In the records that follow, find each line with the word "Convert" and copy it.

Saved entries:
########
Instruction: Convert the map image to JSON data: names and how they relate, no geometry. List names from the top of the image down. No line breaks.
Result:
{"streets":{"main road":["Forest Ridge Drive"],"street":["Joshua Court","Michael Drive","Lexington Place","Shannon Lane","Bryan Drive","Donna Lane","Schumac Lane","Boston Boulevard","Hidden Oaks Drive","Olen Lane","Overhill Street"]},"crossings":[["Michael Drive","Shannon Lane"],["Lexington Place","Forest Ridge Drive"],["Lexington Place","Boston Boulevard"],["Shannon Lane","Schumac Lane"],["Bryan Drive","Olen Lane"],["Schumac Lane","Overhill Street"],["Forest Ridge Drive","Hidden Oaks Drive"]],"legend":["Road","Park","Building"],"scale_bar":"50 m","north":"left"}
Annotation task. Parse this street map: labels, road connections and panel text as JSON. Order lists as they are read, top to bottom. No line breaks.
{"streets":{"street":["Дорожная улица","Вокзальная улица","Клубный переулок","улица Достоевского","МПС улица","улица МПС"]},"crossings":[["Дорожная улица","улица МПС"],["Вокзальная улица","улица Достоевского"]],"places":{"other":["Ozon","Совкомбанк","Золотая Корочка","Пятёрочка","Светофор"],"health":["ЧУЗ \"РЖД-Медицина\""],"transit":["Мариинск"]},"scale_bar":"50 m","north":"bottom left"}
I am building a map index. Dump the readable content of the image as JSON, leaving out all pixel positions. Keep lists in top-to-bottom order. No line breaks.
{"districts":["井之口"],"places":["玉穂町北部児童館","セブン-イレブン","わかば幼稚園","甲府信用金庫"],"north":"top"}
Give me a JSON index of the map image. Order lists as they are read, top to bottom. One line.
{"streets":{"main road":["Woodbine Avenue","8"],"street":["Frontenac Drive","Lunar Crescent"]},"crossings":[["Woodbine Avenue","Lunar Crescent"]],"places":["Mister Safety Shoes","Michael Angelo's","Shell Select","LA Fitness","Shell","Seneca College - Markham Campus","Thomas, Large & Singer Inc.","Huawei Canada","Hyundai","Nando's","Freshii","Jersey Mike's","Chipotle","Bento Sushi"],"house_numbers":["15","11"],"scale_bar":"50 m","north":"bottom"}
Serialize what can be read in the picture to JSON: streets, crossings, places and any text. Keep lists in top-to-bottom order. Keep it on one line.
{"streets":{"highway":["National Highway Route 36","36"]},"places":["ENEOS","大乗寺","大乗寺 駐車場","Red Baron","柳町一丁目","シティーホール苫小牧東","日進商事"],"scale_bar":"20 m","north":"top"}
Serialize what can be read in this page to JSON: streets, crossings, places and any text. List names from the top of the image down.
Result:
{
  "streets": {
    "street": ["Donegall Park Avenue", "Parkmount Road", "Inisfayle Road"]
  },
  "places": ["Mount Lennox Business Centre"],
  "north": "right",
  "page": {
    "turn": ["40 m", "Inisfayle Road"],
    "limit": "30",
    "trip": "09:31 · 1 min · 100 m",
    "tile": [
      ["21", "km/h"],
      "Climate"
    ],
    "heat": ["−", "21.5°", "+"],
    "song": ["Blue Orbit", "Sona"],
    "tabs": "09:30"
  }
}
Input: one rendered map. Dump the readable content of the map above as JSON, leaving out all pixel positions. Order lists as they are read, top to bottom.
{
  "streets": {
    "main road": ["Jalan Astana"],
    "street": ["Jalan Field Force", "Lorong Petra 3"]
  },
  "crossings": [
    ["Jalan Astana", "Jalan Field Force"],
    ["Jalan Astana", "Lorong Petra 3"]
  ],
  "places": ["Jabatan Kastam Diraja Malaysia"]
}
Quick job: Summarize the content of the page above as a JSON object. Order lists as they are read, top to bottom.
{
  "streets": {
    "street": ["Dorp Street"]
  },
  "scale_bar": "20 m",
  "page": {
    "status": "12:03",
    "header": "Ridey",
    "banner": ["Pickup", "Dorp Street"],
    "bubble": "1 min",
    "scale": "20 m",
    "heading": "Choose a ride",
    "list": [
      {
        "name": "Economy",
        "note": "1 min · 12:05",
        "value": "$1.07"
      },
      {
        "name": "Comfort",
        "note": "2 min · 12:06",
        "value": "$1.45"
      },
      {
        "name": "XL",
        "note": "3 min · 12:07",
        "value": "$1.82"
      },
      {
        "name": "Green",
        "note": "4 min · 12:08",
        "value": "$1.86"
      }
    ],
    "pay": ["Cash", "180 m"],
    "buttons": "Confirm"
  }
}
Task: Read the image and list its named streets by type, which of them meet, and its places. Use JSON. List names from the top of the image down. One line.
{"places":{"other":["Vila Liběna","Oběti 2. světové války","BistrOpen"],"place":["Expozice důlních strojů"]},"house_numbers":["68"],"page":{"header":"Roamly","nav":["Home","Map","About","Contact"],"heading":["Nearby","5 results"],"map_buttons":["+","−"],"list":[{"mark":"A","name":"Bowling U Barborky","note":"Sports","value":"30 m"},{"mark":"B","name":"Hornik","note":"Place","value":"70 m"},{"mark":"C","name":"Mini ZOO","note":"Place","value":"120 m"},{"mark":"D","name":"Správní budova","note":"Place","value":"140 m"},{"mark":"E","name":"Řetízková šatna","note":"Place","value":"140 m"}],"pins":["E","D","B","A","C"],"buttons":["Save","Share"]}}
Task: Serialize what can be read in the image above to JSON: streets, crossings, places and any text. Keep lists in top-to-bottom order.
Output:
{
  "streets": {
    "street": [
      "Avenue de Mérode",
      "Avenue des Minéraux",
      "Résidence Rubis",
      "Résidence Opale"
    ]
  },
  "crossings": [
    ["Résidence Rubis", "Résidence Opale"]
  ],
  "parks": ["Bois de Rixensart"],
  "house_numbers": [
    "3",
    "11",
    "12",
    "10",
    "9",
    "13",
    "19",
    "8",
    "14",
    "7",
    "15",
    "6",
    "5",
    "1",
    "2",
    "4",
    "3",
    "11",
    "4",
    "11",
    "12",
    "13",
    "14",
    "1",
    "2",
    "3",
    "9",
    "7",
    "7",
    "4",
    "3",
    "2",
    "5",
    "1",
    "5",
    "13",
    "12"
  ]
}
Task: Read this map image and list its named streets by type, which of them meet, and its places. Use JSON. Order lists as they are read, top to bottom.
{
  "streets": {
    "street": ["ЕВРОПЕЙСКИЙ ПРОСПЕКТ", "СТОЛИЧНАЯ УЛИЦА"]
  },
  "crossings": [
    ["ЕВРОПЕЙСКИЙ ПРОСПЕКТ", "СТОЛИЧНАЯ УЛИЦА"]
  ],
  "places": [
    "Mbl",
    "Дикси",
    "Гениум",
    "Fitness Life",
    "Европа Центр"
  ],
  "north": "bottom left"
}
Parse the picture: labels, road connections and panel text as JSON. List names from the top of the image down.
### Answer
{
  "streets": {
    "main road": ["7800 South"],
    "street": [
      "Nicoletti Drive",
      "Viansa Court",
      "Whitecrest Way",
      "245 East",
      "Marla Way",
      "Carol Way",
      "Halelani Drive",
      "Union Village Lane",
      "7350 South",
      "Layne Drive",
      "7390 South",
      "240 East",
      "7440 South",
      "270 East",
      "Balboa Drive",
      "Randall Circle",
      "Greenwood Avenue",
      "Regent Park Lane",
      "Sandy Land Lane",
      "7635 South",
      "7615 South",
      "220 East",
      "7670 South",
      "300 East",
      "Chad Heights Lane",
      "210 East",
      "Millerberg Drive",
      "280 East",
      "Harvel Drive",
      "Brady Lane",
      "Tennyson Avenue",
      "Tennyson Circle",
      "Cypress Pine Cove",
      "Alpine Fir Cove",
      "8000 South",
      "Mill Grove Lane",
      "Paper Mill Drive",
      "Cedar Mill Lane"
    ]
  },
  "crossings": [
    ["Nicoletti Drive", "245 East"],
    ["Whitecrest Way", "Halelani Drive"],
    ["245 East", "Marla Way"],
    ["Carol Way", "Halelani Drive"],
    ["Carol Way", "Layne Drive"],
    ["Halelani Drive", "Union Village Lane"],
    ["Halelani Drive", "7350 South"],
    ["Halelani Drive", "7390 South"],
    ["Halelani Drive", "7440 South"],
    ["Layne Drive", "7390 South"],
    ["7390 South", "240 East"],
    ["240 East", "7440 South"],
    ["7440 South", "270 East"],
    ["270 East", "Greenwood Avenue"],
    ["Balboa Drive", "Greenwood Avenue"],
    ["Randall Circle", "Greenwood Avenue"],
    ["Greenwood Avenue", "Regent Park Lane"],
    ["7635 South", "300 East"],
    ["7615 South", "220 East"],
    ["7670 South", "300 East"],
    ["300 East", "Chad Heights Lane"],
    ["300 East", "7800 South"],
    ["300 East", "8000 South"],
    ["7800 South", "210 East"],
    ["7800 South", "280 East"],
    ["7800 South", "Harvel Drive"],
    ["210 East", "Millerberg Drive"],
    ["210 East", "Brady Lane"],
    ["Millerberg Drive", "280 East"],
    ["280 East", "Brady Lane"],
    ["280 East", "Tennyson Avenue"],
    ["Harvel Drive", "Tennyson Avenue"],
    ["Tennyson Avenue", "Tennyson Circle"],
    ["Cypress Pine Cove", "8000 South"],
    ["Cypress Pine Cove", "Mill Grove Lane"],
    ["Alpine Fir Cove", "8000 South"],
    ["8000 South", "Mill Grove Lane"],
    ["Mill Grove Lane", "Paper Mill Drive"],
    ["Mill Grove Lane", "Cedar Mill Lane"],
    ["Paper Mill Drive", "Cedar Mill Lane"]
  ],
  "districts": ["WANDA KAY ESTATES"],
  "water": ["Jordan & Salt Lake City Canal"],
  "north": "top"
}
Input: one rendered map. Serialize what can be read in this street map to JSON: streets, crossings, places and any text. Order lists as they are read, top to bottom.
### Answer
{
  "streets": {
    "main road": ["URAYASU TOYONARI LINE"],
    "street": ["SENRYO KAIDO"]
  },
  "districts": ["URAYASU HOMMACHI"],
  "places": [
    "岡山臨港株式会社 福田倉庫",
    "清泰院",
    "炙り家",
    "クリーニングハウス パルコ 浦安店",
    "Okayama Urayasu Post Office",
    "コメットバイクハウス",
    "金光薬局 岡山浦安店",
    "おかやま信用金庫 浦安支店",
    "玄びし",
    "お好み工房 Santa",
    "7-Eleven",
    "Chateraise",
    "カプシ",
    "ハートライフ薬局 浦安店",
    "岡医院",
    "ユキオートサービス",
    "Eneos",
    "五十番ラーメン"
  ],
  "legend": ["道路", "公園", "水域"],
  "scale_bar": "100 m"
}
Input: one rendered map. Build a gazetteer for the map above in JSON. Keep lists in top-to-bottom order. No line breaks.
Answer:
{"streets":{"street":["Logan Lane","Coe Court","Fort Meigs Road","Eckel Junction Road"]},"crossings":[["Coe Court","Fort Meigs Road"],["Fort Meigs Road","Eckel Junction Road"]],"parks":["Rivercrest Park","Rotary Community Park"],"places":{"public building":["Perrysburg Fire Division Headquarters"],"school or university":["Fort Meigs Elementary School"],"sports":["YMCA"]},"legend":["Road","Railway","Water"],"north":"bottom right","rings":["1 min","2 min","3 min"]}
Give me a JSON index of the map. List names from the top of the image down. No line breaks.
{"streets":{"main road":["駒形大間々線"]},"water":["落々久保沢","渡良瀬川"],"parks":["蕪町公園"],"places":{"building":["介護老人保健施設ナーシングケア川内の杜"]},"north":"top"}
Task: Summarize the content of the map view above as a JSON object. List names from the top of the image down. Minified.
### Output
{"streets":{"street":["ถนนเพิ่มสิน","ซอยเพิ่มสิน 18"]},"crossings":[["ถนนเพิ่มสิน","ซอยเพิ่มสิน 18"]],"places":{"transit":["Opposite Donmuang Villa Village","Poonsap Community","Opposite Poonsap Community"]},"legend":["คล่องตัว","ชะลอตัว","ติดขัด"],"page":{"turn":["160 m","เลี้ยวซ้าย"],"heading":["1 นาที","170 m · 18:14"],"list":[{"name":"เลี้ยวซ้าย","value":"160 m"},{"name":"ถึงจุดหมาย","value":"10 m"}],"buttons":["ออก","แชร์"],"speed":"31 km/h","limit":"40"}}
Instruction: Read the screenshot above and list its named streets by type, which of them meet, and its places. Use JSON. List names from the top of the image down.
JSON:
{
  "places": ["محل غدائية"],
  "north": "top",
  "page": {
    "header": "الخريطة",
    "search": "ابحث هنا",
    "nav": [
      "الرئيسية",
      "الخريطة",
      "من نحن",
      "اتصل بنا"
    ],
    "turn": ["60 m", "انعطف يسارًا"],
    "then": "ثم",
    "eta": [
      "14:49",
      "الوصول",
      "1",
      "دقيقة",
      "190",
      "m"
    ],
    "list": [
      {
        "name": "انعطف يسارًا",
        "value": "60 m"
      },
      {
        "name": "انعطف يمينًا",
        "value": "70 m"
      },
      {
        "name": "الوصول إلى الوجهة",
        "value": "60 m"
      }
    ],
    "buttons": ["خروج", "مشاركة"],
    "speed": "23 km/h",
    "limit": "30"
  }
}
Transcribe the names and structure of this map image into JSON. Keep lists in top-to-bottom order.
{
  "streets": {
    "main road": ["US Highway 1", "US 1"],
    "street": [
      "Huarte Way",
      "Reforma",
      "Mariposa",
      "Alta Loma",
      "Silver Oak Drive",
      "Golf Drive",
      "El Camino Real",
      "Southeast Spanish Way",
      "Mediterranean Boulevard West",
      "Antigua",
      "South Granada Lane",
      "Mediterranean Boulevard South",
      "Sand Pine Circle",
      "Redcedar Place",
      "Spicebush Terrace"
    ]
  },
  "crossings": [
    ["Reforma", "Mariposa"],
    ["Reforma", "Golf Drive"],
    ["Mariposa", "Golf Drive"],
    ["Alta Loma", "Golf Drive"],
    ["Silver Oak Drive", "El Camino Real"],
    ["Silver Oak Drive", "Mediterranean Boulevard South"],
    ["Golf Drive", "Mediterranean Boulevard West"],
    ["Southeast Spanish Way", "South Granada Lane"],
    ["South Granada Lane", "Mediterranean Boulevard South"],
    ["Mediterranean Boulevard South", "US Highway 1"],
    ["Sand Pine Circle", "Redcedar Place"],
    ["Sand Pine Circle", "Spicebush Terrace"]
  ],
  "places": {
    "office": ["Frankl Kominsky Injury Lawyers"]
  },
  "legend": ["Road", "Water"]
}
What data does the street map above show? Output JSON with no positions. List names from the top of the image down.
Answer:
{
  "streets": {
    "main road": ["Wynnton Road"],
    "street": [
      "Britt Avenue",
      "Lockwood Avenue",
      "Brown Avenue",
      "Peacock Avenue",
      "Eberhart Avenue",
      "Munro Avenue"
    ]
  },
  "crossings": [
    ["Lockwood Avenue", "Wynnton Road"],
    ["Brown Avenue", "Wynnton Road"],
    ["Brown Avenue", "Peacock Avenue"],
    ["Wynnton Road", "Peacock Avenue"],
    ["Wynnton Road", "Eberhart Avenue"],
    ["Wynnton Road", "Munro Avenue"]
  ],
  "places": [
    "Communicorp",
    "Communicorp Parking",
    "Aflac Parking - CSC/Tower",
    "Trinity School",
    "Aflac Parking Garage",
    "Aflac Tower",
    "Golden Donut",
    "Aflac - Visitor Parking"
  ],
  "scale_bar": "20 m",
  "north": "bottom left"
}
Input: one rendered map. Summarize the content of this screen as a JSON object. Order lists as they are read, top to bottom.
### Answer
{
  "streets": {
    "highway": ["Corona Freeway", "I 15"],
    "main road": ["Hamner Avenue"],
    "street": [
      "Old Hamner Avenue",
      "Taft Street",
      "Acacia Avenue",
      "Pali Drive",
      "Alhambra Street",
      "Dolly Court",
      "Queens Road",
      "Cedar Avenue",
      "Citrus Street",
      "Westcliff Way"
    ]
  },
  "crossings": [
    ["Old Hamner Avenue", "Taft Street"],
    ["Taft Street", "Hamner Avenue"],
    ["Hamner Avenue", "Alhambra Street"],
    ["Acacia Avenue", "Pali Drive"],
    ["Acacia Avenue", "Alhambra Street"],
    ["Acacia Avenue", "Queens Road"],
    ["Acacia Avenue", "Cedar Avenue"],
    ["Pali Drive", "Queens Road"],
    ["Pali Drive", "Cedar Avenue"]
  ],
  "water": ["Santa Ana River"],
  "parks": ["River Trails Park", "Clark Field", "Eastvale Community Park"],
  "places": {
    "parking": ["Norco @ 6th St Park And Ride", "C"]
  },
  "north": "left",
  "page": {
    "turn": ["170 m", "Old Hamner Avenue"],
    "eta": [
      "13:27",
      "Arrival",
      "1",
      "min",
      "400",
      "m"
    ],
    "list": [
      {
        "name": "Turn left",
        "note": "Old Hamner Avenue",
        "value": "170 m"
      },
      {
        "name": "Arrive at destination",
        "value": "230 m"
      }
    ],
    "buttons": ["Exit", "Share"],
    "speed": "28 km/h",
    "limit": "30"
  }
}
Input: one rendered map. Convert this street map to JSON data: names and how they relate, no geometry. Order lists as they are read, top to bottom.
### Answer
########
Result of the exercise:
Instruction: Convert the map image to JSON data: names and how they relate, no geometry. List names from the top of the image down. No line breaks.
Input: one rendered map. Convert this street map to JSON data: names and how they relate, no geometry. Order lists as they are read, top to bottom.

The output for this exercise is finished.